Adi Shankara is the upholder of Advaita (Non-dual) philosophy. There is popular belief among Advaitins that one shouldn't differentiate between Gods as they all are same. But is this thing explicitly told by Adi Shankara in his works? Also what is the reason to consider that all deities are same?

  • Perfect non duality is to experience oneness in many. And so, not only all gods are one; yourself, the animate and the inanimate spheres are all one, united by the cosmic spirit (Atma).
    – Rahul
    Dec 28, 2017 at 16:30

1 Answer 1


Adi Shankaracharya in the Bhasya of Brihadaranyaka Upanishad 1.4.6 states:

यथेयं श्रुतिर्व्यवस्थिता तथा प्रजापतिरेव सर्वे देवा इति निश्चितोऽर्थः। स्रष्टुरनन्यत्वात्सृष्टानाम्, प्रजापतिनैव तु सृष्टत्वाद्देवानाम् । अथैवं प्रकरणार्थे व्यवस्थिते तत्स्तुत्यभिप्रायेणाविद्वन्मतान्तरनिन्दोपन्यासः, अन्यनिन्दानाय स्तुतये। तत्तत्र कर्मप्रकरणे केवलयाज्ञिका यागकाले यदिदं वच आहुः- 'अमुमग्निं यजामुमिन्द्रं यज' इत्यादि --- नामशस्त्रस्तोत्रकर्मादिभिन्नत्वाभिन्नमेवाग्न्यादिदेवमेकैकंमन्यमाना आहुरित्यभिप्रायः । तन्न तथा विद्यात्, यस्मादेतस्यैव प्रजापतेः सा विसृष्टिर्देवभेदः सर्व एष उ ह्योव प्रजापतिरेव प्राणः सर्वे देवाः ।

Just as told in this Shruti; by that Prajapati himself is form of all Gods (prajApatirEva sarvE devA) the direct meaning of this is because manifestation is indifferent from manifestor and Prajapati has created all Gods. Now, this being the import of the section, the views of some ignorant people are being put forward as a eulogy on that. The criticism (nindA) of one serves as a praise (stutI) to another. When, in discussing ceremonials, the priests, who know only mechanical rites, talk of particular gods, saying at the time of performing a sacrifice, 'Sacrifice to Agni,' .'Sacrifice to the Indra,' and so on, thinking, on account of differences regarding name, type of hymns recited or sung, function, and the like, that they are separate gods, it should not be understood that way, because these different Gods are projection of Prajapati himself, for Prajapati in Prana form is all Gods (prajApatirEva prAna: sarvE devA).

The last line 'Prajapati in Prana form is all Gods' is of significant importance because it's fully described in Prashna Upanishad where there is Prana Stuti. One such verse is:

इन्द्रस्त्वं प्राण तेजसा रुद्रोऽसि परिरक्षिता ।
त्वमन्तरिक्षे चरसि सूर्यस्त्वं ज्योतिषां पतिः ॥ ९ ॥

Indra thou art, O Prana, and Rudra, too, in prowess. Thou art the Protector. Thou movest in the sky; thou art the sun, the lord of lights.

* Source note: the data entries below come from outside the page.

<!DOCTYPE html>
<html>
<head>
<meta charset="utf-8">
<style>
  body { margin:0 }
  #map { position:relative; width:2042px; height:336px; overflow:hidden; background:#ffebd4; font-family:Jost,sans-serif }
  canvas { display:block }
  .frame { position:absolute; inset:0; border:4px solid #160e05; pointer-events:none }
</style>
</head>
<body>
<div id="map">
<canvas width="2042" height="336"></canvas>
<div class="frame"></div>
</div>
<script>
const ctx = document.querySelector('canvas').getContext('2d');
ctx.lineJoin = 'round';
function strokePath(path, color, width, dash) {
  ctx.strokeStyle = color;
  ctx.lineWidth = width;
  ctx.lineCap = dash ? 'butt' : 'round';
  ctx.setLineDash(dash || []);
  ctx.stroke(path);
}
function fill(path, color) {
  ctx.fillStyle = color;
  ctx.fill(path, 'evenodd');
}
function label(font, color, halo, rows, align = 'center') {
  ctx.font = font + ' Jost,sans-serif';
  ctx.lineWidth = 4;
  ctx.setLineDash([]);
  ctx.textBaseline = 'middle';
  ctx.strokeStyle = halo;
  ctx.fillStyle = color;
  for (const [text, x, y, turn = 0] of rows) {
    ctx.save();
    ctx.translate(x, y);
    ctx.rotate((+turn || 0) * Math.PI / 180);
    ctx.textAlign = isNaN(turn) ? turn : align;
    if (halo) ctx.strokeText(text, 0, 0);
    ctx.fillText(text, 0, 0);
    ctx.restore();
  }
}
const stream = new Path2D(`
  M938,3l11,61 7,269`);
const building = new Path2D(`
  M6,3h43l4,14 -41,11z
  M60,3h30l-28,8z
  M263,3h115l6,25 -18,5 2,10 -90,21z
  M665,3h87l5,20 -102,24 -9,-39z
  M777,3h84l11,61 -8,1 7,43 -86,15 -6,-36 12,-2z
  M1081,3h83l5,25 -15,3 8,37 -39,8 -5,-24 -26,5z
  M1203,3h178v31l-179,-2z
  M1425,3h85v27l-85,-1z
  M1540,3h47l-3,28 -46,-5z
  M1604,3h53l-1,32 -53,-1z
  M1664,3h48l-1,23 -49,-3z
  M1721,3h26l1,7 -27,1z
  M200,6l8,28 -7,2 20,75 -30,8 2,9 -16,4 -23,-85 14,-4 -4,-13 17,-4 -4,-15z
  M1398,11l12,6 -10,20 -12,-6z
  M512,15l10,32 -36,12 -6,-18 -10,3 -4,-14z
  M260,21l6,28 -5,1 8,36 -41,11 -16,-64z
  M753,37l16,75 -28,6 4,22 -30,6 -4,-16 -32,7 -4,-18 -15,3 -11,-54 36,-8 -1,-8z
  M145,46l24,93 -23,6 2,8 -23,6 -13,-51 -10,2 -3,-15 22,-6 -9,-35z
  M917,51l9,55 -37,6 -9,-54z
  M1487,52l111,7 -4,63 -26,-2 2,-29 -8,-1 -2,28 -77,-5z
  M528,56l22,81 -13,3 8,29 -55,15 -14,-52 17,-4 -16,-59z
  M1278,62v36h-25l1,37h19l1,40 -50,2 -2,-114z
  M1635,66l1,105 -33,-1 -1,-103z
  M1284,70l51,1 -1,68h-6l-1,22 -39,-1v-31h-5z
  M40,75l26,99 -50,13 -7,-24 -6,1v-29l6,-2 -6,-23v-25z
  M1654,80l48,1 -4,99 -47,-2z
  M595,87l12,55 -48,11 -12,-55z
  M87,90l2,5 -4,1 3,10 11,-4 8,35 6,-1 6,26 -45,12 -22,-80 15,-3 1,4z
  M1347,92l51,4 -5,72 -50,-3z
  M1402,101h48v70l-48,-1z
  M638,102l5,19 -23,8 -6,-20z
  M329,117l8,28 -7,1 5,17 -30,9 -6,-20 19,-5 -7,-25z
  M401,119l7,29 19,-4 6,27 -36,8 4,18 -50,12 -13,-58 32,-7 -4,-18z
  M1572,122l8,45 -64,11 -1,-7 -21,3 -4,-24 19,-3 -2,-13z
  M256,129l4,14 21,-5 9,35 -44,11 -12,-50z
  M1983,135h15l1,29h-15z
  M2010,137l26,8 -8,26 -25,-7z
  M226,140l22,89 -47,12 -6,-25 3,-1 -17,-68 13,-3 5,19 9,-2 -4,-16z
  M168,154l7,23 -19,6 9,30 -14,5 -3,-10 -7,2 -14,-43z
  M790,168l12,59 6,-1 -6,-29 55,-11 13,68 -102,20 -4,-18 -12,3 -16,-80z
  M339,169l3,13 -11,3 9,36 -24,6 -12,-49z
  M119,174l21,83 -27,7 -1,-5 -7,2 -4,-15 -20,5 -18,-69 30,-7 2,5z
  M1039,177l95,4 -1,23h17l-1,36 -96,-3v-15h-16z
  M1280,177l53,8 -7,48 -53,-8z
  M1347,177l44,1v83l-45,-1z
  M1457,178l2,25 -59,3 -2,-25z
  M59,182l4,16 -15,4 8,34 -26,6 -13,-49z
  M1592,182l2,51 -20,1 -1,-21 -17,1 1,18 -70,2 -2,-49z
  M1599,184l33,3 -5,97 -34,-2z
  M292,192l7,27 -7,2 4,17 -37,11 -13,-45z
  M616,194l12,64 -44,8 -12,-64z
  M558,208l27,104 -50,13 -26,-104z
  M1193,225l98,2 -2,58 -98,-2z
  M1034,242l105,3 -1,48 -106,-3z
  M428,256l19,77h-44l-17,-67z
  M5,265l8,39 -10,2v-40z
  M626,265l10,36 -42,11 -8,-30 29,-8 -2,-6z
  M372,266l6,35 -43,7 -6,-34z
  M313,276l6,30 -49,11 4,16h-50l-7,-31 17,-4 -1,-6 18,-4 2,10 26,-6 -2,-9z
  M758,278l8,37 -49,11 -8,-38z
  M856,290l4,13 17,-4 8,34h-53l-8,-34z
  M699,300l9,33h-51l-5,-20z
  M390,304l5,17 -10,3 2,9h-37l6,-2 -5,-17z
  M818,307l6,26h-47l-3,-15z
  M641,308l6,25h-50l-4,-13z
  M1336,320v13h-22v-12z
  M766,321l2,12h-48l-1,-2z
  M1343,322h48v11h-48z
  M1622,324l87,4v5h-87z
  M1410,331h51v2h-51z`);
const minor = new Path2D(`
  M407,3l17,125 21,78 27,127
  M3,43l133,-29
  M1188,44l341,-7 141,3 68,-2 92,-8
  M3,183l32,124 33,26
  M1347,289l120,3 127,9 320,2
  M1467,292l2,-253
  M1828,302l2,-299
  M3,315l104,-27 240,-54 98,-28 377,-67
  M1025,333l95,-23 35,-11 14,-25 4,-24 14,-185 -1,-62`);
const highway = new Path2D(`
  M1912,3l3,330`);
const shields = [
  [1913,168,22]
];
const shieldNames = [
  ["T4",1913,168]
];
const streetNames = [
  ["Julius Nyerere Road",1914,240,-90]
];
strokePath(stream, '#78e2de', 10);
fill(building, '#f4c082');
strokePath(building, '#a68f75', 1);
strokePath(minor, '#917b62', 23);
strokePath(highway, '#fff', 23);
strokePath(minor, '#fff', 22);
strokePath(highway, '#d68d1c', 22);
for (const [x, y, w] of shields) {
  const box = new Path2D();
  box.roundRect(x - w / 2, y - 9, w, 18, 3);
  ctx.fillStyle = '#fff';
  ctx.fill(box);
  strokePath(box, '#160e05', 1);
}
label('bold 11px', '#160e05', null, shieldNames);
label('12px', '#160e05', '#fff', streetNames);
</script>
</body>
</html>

Adi Shankara commentary on this is as:

किंच, इन्द्रः परमेश्वरः त्वं हे प्राण, तेजसा वीर्येण रुद्रोऽसि संहरन् जगत् । स्थितौ च परि समन्तात् रक्षिता पालयिता ; परिरक्षिता त्वमेव जगतः सौम्येन रूपेण । त्वम् अन्तरिक्षे अजस्रं चरसि उदयास्तमयाभ्यां सूर्यः त्वमेव च सर्वेषां ज्योतिषां पतिः ॥

Further, O Prana, you are Indra, the Supreme Lord.  By valour you are Rudra, engaged in destroying the world.  Again, during the time of the existence of the universe, you, in your  benign aspect, are the preserver (of the universe) on every side.  You move for ever in the sky by rising and setting.  You are the sun, the lord of all the luminaries.

Thus it is clear that Prana itself is in the form of Gods like Indra, Destroyer Rudra, Protector (Vishnu), Sun etc...

Thus as a final conclusion we have:

1) Lord Prajapati himself is in the form of all Gods ( prajApatirEva sarvE devA).

2) Manifested things are non different from manifestor thus all Gods should be regarded as same.

3) Prajapati through Prana Form, manifests himself as different gods like Indra, Agni, Rudra, Vishnu, Surya, etc... Thus they are all one same God.

4) Owing to the difference in names, use of different hymns and rituals, the Gods shouldn't be regarded different because all Gods are projection of Prajapati himself.